■ **RECORDS SHOWN**:
- - - -

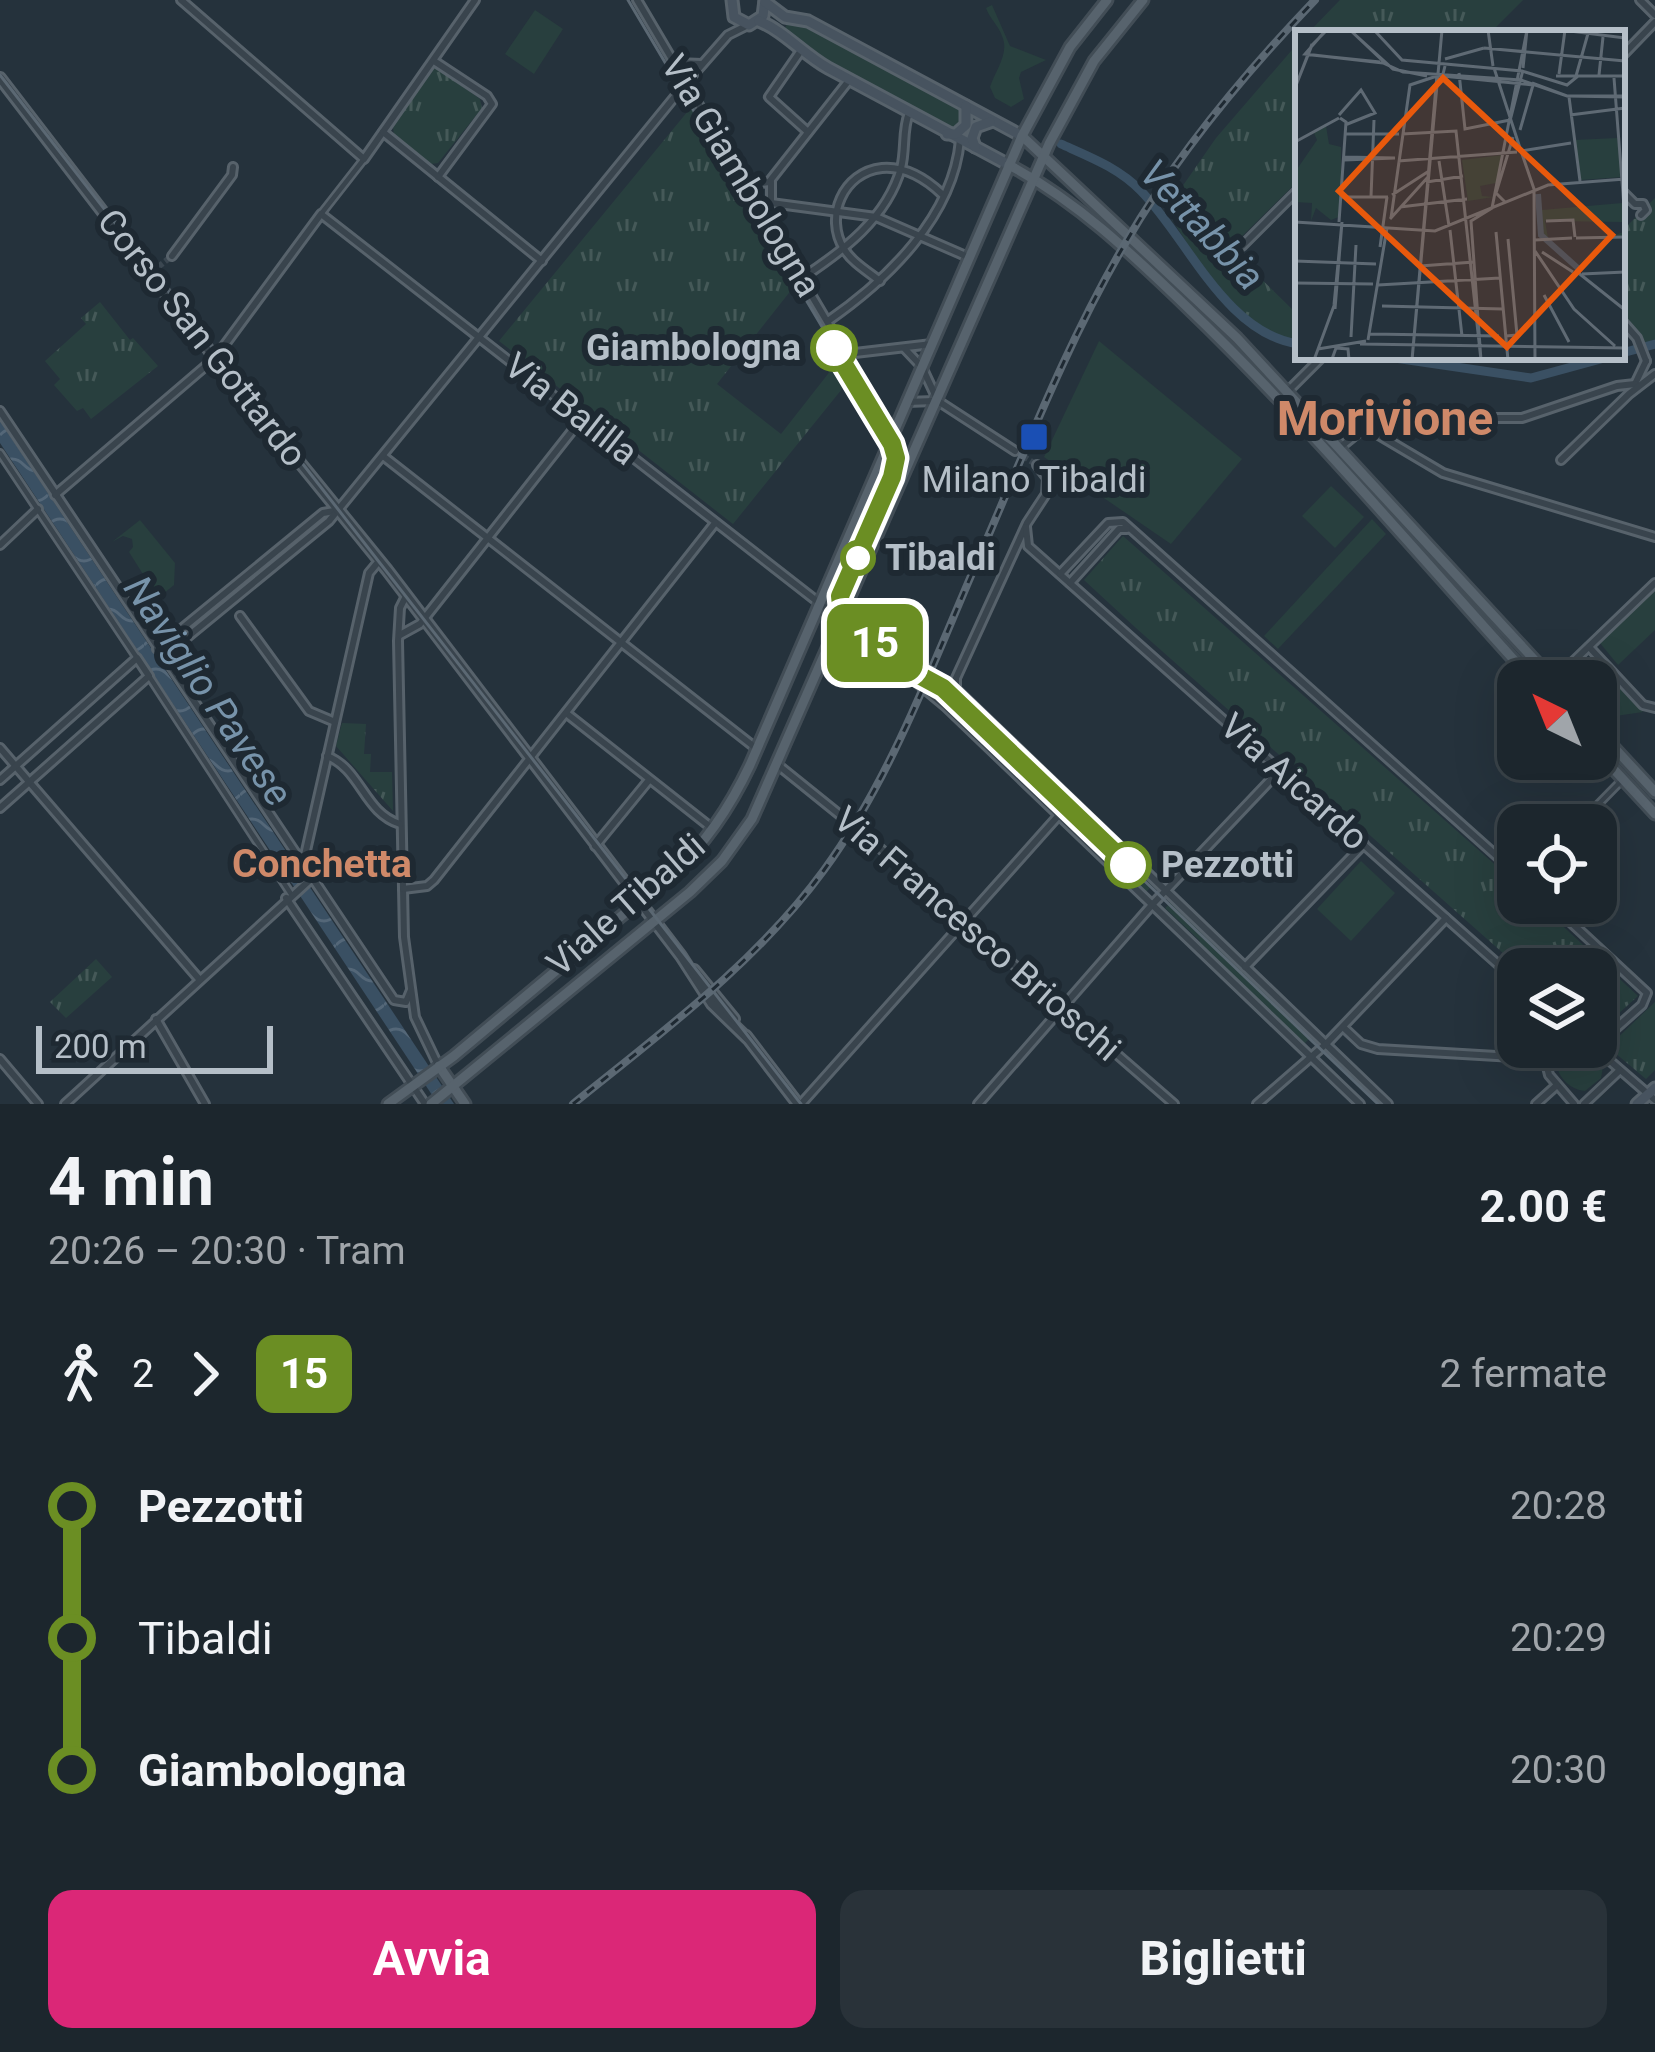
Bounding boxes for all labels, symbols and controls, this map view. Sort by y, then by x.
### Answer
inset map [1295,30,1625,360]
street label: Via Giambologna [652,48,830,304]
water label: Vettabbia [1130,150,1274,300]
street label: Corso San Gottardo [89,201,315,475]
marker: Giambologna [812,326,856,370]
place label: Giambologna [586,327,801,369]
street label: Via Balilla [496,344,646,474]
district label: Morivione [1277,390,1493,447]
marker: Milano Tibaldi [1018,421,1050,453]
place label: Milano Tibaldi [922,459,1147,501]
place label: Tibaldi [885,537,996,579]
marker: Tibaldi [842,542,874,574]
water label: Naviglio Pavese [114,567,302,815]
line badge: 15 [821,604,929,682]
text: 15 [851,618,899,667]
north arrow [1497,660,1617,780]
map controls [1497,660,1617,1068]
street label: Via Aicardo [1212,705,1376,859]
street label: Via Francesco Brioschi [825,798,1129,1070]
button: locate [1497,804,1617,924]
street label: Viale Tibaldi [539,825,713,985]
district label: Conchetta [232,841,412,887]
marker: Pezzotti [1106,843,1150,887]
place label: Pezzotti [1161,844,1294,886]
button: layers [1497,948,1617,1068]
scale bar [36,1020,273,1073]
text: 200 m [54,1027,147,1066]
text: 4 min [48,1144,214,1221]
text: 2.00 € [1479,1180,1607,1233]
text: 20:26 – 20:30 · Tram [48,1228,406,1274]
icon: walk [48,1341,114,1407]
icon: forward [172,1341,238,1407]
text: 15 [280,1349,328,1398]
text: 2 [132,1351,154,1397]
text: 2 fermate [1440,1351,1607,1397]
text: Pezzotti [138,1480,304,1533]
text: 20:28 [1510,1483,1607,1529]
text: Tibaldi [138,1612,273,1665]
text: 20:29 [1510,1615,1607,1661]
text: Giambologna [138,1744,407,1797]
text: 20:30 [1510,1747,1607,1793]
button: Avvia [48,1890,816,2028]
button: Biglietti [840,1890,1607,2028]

- - - -

■ **WHAT TO DO**:
These entries are to be printed again word for word, except for the pictures.

■ **THE COMPLETED TASK**:
Bounding boxes for all labels, symbols and controls, this map view. Sort by y, then by x.
### Answer
inset map [1295,30,1625,360]
street label: Via Giambologna [652,48,830,304]
water label: Vettabbia [1130,150,1274,300]
street label: Corso San Gottardo [89,201,315,475]
marker: Giambologna [812,326,856,370]
place label: Giambologna [586,327,801,369]
street label: Via Balilla [496,344,646,474]
district label: Morivione [1277,390,1493,447]
marker: Milano Tibaldi [1018,421,1050,453]
place label: Milano Tibaldi [922,459,1147,501]
place label: Tibaldi [885,537,996,579]
marker: Tibaldi [842,542,874,574]
water label: Naviglio Pavese [114,567,302,815]
line badge: 15 [821,604,929,682]
text: 15 [851,618,899,667]
north arrow [1497,660,1617,780]
map controls [1497,660,1617,1068]
street label: Via Aicardo [1212,705,1376,859]
street label: Via Francesco Brioschi [825,798,1129,1070]
button: locate [1497,804,1617,924]
street label: Viale Tibaldi [539,825,713,985]
district label: Conchetta [232,841,412,887]
marker: Pezzotti [1106,843,1150,887]
place label: Pezzotti [1161,844,1294,886]
button: layers [1497,948,1617,1068]
scale bar [36,1020,273,1073]
text: 200 m [54,1027,147,1066]
text: 4 min [48,1144,214,1221]
text: 2.00 € [1479,1180,1607,1233]
text: 20:26 – 20:30 · Tram [48,1228,406,1274]
icon: walk [48,1341,114,1407]
icon: forward [172,1341,238,1407]
text: 15 [280,1349,328,1398]
text: 2 [132,1351,154,1397]
text: 2 fermate [1440,1351,1607,1397]
text: Pezzotti [138,1480,304,1533]
text: 20:28 [1510,1483,1607,1529]
text: Tibaldi [138,1612,273,1665]
text: 20:29 [1510,1615,1607,1661]
text: Giambologna [138,1744,407,1797]
text: 20:30 [1510,1747,1607,1793]
button: Avvia [48,1890,816,2028]
button: Biglietti [840,1890,1607,2028]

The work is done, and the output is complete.